Exercise: Set down exactly the lines in the records below that run from the line with "M1568 884 1611 899 1582 985 1539 971Z" to the line with "M1206 380 1217", inclusive, and nothing more.

Records for processing:
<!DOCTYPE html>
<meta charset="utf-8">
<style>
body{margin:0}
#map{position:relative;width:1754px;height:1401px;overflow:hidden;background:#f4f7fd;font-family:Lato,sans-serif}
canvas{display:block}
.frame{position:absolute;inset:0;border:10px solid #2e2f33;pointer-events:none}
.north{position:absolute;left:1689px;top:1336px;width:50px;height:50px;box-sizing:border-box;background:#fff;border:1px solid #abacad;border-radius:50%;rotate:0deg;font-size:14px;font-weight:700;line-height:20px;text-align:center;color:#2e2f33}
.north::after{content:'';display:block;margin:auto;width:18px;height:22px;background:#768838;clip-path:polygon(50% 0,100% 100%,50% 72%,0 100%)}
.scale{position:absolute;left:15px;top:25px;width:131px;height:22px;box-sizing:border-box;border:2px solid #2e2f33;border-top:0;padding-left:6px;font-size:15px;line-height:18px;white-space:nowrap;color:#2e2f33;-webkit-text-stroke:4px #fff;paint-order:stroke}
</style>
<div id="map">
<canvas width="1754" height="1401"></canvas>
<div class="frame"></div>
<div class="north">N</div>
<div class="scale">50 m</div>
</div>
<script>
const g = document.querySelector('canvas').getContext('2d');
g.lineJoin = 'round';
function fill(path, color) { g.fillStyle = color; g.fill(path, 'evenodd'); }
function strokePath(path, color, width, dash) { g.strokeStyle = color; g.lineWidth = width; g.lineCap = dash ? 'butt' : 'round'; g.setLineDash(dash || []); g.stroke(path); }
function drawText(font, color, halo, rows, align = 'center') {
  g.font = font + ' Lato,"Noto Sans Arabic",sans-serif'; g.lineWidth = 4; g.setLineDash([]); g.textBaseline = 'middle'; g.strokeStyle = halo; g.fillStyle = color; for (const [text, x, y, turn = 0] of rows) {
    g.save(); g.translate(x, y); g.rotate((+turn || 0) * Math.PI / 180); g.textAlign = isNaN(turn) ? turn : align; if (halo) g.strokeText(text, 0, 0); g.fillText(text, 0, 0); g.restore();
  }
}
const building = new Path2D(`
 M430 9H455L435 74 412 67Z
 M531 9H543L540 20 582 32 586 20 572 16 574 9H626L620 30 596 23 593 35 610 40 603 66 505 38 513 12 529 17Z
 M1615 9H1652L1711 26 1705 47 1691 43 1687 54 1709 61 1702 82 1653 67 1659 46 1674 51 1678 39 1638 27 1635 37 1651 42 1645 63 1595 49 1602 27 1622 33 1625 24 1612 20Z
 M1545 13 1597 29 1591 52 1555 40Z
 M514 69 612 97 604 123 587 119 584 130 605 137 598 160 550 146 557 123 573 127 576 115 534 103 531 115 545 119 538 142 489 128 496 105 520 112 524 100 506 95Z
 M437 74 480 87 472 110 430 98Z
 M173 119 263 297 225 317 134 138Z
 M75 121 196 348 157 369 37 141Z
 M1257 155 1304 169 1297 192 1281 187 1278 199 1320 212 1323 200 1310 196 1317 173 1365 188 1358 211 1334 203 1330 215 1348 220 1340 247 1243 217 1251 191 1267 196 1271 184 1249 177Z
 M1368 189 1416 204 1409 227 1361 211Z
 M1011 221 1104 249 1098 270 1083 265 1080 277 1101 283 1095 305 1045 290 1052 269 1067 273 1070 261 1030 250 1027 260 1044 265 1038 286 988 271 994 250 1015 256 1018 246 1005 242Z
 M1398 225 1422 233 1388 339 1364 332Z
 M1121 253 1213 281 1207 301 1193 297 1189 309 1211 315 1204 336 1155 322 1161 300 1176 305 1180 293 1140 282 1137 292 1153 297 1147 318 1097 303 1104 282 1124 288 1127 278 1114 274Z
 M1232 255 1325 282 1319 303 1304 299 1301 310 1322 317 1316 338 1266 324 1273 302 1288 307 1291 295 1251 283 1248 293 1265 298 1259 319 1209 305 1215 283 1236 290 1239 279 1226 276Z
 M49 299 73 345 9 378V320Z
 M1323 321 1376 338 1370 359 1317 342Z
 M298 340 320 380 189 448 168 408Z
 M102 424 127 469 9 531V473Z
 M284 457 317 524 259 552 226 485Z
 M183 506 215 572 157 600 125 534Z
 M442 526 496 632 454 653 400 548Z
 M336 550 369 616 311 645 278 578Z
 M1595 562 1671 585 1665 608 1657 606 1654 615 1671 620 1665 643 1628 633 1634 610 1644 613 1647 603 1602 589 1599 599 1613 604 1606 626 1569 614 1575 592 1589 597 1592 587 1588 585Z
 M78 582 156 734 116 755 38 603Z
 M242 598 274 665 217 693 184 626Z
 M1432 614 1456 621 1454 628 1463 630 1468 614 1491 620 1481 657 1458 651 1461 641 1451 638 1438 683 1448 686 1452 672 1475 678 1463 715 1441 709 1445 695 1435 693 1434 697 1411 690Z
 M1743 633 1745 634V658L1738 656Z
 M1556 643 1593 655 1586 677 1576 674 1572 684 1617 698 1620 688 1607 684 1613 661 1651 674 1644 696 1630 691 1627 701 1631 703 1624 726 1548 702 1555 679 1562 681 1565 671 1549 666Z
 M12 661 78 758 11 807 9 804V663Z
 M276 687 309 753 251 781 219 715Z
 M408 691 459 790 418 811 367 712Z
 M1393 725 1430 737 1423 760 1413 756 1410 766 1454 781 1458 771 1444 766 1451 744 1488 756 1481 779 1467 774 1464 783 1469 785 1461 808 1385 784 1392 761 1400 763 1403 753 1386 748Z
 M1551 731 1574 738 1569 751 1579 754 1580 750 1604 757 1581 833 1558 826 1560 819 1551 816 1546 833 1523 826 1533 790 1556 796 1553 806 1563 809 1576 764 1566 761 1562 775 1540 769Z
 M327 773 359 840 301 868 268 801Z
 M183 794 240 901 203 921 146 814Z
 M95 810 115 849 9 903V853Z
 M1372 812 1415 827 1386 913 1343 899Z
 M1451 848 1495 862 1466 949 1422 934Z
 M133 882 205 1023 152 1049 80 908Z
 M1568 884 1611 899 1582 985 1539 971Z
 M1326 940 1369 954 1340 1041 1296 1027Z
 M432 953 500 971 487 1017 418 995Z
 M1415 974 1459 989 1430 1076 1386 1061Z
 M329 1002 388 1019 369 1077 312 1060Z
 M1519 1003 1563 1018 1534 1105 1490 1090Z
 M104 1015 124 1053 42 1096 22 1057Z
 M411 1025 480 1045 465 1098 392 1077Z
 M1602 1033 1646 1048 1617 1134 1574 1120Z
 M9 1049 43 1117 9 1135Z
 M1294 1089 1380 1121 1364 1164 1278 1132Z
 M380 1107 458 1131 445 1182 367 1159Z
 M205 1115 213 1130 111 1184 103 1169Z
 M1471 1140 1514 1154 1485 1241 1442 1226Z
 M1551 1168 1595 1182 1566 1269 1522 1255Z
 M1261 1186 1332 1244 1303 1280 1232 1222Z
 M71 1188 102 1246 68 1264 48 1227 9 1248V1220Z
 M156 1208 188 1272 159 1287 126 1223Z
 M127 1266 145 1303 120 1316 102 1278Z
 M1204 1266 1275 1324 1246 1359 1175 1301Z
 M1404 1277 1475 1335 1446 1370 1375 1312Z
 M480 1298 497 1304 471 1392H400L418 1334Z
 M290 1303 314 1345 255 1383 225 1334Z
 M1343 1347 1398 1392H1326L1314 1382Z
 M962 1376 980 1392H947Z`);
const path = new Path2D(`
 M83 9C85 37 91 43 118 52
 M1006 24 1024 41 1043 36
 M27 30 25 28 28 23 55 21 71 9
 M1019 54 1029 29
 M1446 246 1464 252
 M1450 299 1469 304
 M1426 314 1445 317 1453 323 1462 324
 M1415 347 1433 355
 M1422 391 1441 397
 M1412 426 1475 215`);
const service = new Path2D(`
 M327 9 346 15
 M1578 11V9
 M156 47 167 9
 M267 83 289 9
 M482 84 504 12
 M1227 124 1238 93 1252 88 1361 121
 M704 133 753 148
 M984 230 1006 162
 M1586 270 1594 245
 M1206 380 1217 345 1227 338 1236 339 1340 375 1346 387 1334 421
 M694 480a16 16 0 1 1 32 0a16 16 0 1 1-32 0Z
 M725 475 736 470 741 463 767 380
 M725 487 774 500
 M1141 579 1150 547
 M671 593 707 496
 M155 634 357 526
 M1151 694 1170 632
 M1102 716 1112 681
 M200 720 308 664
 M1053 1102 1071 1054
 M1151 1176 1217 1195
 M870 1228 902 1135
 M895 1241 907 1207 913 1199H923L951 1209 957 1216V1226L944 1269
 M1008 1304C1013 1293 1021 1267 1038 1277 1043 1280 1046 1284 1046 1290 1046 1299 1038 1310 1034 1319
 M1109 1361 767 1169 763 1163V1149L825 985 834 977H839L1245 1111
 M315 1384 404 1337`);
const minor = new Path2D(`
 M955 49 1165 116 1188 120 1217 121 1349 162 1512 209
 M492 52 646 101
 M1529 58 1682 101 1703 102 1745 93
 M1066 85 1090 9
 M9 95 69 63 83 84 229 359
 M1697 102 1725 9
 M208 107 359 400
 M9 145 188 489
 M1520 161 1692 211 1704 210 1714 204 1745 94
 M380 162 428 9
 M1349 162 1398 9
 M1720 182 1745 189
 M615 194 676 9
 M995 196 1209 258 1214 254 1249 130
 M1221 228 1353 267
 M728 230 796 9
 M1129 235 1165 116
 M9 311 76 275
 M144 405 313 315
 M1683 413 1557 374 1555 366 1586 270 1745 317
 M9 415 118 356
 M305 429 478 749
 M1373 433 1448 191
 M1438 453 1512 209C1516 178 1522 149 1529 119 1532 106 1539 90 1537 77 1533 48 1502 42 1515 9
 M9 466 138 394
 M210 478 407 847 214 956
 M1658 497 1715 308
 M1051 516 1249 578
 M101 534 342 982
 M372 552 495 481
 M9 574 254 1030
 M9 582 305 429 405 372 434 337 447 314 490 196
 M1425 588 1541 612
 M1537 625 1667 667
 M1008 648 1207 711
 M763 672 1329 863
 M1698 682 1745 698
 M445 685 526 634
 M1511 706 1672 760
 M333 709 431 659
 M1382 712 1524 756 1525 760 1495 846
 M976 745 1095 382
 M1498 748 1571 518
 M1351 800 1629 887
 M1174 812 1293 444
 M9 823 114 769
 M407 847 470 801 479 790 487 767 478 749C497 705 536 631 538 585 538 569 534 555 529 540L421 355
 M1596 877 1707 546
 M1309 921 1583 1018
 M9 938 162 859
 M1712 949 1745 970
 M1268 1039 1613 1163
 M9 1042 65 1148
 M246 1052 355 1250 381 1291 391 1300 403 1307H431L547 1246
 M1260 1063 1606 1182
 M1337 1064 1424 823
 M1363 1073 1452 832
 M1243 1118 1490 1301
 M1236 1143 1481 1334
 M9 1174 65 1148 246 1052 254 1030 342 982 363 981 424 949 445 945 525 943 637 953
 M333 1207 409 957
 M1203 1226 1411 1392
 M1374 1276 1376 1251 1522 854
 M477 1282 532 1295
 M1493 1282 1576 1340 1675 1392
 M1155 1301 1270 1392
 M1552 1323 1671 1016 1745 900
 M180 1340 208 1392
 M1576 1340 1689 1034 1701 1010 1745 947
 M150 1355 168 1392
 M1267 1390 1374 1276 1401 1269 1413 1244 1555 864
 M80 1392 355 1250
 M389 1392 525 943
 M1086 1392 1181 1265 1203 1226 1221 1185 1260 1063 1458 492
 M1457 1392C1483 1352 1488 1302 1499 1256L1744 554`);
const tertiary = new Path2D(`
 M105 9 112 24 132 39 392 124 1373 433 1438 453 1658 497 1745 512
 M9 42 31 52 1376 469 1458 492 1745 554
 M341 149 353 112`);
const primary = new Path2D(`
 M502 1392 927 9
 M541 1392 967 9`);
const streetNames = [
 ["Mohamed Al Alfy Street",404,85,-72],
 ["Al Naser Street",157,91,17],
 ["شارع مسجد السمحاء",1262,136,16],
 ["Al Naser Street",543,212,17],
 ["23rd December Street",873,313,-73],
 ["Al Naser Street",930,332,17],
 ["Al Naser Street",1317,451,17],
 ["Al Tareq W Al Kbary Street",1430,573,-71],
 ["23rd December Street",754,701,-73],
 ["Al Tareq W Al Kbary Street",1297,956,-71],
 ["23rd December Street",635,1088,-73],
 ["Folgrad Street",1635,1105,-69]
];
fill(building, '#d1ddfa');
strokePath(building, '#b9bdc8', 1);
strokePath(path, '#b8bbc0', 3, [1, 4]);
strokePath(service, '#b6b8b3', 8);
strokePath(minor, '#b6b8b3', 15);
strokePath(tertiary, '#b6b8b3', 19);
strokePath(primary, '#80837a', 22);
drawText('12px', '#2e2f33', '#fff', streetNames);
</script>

Result of this task:
 M1568 884 1611 899 1582 985 1539 971Z
 M1326 940 1369 954 1340 1041 1296 1027Z
 M432 953 500 971 487 1017 418 995Z
 M1415 974 1459 989 1430 1076 1386 1061Z
 M329 1002 388 1019 369 1077 312 1060Z
 M1519 1003 1563 1018 1534 1105 1490 1090Z
 M104 1015 124 1053 42 1096 22 1057Z
 M411 1025 480 1045 465 1098 392 1077Z
 M1602 1033 1646 1048 1617 1134 1574 1120Z
 M9 1049 43 1117 9 1135Z
 M1294 1089 1380 1121 1364 1164 1278 1132Z
 M380 1107 458 1131 445 1182 367 1159Z
 M205 1115 213 1130 111 1184 103 1169Z
 M1471 1140 1514 1154 1485 1241 1442 1226Z
 M1551 1168 1595 1182 1566 1269 1522 1255Z
 M1261 1186 1332 1244 1303 1280 1232 1222Z
 M71 1188 102 1246 68 1264 48 1227 9 1248V1220Z
 M156 1208 188 1272 159 1287 126 1223Z
 M127 1266 145 1303 120 1316 102 1278Z
 M1204 1266 1275 1324 1246 1359 1175 1301Z
 M1404 1277 1475 1335 1446 1370 1375 1312Z
 M480 1298 497 1304 471 1392H400L418 1334Z
 M290 1303 314 1345 255 1383 225 1334Z
 M1343 1347 1398 1392H1326L1314 1382Z
 M962 1376 980 1392H947Z`);
const path = new Path2D(`
 M83 9C85 37 91 43 118 52
 M1006 24 1024 41 1043 36
 M27 30 25 28 28 23 55 21 71 9
 M1019 54 1029 29
 M1446 246 1464 252
 M1450 299 1469 304
 M1426 314 1445 317 1453 323 1462 324
 M1415 347 1433 355
 M1422 391 1441 397
 M1412 426 1475 215`);
const service = new Path2D(`
 M327 9 346 15
 M1578 11V9
 M156 47 167 9
 M267 83 289 9
 M482 84 504 12
 M1227 124 1238 93 1252 88 1361 121
 M704 133 753 148
 M984 230 1006 162
 M1586 270 1594 245
 M1206 380 1217 345 1227 338 1236 339 1340 375 1346 387 1334 421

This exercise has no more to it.